$26.8B of COVID-19 relief fund remains unused, nonprofit says

There is about $26.8 billion of unused money in the COVID-19 Provider Relief Fund and more could be on the way as providers return grants, according to an analysis from The Urban Institute, a nonprofit economic and social policy research organization.

For the analysis, published Oct. 26 and commissioned by the Robert Wood Johnson Foundation, the Urban Institute used the most recent publicly available information to review how the $178 billion relief fund was allocated into general and targeted distributions and paid to providers.

Three key findings:

1. The analysis found that $7.1 billion of the provider relief fund has not been allocated as of October, $11.7 billion was allocated but not spent and another $8 billion had been returned by providers.

2. Nearly three-quarters of the returned grants were from the general distributions.

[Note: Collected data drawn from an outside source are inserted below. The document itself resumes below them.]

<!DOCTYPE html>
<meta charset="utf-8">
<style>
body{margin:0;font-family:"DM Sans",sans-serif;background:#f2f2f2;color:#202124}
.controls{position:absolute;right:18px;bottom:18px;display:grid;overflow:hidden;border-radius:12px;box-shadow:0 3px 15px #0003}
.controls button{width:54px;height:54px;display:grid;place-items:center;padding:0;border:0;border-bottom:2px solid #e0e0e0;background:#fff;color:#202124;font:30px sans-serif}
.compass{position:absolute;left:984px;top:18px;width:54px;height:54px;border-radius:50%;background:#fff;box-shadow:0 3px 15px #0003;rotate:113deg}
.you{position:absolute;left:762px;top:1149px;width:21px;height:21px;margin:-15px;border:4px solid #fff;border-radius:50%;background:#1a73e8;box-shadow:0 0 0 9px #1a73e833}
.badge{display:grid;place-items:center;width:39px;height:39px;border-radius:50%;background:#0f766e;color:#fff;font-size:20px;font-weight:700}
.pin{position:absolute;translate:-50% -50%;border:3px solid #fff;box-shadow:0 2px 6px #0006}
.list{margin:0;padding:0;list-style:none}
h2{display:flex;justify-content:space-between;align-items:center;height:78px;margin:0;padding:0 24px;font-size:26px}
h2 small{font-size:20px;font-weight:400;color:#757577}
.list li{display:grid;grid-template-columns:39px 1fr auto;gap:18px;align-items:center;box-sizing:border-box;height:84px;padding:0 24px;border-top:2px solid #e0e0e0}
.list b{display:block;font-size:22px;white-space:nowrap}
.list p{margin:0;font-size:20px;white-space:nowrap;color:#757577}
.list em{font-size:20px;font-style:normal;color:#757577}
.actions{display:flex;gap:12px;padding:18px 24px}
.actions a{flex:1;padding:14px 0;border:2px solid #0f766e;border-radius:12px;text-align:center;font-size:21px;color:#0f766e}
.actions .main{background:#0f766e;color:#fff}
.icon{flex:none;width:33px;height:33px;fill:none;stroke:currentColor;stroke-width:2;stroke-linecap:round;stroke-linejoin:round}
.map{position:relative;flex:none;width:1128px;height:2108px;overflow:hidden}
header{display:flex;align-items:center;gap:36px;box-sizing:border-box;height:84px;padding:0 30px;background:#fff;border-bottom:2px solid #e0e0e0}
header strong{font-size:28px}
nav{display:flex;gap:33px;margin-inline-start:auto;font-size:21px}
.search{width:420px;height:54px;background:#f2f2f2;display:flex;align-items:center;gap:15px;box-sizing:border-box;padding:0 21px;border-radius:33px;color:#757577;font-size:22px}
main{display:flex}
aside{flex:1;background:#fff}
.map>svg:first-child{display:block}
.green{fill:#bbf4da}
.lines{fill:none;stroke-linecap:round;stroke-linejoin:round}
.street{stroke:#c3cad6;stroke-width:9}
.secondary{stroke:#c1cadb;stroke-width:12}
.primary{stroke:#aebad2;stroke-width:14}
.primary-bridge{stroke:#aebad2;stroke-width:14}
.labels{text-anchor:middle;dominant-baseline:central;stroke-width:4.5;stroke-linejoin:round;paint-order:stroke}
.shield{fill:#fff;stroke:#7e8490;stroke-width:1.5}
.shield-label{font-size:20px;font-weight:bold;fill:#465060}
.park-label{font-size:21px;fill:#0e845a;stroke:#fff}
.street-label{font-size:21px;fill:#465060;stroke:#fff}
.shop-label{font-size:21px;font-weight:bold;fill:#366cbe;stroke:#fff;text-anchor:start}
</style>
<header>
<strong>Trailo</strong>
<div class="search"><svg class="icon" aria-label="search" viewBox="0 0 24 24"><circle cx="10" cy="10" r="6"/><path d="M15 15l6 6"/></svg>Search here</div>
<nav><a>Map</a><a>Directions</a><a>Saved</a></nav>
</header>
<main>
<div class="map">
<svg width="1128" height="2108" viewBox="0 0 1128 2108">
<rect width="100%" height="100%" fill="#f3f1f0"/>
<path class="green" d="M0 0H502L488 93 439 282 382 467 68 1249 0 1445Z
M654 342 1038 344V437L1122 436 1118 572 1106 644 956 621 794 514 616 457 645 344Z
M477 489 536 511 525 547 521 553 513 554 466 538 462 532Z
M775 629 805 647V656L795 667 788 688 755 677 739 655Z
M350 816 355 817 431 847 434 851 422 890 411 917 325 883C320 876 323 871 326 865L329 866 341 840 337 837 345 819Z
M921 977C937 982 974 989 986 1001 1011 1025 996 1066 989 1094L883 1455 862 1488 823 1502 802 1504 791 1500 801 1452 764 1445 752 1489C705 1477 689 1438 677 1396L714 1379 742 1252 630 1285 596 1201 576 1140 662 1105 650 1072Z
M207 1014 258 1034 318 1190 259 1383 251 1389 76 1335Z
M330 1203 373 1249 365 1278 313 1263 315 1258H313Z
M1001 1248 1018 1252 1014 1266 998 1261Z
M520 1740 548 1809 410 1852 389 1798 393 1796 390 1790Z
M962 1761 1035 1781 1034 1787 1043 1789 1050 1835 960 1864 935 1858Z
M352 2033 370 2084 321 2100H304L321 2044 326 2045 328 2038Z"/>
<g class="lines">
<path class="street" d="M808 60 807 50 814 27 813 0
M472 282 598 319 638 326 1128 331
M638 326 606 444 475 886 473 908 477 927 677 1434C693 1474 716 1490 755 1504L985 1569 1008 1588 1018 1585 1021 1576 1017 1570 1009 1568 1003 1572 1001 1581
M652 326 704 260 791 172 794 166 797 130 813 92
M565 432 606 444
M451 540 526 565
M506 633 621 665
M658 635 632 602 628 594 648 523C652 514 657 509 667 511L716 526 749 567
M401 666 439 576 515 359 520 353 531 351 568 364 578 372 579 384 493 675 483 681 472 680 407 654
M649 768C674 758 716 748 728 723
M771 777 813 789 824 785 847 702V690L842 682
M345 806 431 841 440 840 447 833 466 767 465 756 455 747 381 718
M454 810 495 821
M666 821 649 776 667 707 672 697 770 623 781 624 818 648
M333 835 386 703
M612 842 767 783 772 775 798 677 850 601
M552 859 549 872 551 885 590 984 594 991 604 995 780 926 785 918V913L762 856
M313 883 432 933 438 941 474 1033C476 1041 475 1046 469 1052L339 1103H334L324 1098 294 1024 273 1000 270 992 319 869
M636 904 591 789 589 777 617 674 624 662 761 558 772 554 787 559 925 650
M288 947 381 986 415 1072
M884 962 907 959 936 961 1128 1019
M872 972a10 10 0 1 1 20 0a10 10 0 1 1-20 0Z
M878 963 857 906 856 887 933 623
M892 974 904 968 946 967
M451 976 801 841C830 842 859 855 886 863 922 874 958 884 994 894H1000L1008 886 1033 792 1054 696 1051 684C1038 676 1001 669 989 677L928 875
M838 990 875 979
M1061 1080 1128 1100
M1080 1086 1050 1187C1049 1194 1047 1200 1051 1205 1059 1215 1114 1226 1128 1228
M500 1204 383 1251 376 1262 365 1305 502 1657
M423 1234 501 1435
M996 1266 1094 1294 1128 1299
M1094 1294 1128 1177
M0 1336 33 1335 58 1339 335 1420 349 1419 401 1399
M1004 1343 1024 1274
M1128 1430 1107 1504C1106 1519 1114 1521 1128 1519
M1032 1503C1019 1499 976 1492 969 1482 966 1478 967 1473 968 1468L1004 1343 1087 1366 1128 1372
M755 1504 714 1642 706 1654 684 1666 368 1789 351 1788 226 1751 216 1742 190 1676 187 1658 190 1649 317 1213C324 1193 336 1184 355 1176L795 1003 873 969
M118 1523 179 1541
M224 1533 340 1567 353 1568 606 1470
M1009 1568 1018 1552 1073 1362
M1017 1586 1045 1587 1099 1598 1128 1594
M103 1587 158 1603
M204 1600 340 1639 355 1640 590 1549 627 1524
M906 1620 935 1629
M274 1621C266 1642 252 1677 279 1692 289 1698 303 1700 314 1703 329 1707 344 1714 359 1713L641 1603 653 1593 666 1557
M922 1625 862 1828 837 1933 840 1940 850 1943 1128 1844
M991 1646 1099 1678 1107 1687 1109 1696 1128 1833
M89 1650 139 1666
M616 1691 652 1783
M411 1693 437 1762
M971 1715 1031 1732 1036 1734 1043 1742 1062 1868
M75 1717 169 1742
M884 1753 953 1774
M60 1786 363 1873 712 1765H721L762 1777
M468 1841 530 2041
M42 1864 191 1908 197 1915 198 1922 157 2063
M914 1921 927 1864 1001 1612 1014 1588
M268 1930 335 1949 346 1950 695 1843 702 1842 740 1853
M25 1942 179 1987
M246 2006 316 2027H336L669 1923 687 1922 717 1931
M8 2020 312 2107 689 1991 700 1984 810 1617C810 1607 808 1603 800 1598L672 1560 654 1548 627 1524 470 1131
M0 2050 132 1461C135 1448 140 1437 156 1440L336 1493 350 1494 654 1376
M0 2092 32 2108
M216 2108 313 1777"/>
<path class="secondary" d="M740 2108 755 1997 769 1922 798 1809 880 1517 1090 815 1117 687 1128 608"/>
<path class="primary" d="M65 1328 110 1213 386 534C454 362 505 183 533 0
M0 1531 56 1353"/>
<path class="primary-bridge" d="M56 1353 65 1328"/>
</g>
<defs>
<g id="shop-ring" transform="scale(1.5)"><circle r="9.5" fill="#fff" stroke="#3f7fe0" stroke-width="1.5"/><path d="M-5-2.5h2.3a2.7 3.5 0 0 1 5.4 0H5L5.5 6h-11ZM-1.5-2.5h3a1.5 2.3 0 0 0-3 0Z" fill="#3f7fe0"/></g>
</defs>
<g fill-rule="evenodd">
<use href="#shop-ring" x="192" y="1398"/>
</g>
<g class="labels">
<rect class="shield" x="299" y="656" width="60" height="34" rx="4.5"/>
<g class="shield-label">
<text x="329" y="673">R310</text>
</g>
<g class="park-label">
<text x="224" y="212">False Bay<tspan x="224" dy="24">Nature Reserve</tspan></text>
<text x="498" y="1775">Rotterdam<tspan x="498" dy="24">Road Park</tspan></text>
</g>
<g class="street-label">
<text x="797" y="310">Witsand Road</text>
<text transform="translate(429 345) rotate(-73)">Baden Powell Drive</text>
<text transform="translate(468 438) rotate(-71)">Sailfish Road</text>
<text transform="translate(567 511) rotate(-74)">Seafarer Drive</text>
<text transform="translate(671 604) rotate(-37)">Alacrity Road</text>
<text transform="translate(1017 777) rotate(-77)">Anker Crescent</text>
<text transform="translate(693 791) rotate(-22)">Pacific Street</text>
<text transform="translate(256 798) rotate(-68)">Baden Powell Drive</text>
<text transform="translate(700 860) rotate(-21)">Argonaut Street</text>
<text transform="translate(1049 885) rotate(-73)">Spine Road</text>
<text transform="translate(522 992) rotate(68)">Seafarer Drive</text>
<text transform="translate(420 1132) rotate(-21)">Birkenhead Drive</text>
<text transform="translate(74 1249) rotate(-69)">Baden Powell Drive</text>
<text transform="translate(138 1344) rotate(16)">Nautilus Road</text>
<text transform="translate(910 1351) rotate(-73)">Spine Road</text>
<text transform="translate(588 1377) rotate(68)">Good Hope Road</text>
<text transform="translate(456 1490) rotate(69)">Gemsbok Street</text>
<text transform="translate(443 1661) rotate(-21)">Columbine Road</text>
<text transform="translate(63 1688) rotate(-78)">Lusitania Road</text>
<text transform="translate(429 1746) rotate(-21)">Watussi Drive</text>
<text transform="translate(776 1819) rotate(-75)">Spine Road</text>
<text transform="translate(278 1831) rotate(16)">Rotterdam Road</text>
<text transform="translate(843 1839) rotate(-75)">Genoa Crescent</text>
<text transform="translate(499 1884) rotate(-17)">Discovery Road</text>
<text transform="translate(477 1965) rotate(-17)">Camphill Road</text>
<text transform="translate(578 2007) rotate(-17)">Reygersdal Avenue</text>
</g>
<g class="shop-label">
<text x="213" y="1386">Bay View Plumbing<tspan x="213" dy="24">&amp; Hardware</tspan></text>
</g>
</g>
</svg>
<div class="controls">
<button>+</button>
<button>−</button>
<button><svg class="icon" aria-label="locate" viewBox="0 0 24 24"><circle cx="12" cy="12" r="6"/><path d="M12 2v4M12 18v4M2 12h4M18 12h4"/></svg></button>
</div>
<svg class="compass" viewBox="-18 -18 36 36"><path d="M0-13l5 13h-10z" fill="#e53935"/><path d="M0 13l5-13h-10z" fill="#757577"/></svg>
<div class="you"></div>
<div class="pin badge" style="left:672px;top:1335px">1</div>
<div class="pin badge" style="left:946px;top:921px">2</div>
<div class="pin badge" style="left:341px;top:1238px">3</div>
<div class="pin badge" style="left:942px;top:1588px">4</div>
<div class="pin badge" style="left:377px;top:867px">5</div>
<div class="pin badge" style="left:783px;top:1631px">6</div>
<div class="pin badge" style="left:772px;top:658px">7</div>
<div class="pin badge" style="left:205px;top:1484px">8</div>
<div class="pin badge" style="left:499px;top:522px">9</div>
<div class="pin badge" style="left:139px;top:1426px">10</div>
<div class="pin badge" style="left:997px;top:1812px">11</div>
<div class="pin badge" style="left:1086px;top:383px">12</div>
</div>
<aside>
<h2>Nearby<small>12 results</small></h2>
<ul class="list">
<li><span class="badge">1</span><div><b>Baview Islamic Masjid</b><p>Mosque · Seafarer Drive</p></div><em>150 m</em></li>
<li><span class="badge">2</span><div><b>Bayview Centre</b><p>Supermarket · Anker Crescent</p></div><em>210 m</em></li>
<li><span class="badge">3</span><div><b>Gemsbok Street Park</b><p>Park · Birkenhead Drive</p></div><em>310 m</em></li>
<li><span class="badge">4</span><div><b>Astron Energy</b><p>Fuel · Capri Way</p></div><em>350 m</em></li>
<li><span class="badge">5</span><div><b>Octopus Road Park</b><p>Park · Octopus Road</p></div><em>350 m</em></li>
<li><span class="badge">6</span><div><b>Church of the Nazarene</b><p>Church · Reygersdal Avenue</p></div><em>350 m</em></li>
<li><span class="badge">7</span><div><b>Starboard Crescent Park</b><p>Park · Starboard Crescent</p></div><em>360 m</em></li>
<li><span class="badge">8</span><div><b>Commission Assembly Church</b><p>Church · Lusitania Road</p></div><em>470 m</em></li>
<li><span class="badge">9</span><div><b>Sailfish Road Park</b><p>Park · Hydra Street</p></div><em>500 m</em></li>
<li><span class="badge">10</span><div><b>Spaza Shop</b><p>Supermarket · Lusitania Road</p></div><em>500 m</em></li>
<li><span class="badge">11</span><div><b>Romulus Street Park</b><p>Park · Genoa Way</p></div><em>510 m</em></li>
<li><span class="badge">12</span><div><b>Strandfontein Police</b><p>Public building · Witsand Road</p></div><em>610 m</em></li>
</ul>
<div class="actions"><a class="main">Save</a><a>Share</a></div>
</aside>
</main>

Phase 1 accounts for more than half of returned funds. The Urban Institute said the relief fund mightget more returned money in the near future as deadlines to use the funds lapse. HHS released guidance saying providers must spend their grants within a year or return the money.

3. The analysis also found that HHS allocated the most funds to providers in the phase 1 general distribution. In this phase, $46 billion was allocated to providers. HHS initially released $30 billion in phase 1 based on providers' share of total Medicare fee-for-service reimbursements. Providers did not need to apply for the funding; it was simply transferred to their accounts. This methodology sparked pushback as it reportedly disadvantaged many safety net hospitals that had a high population of patients on Medicaid. HHS then allocated $16 billion more to providers as a proportion of their net patient revenue.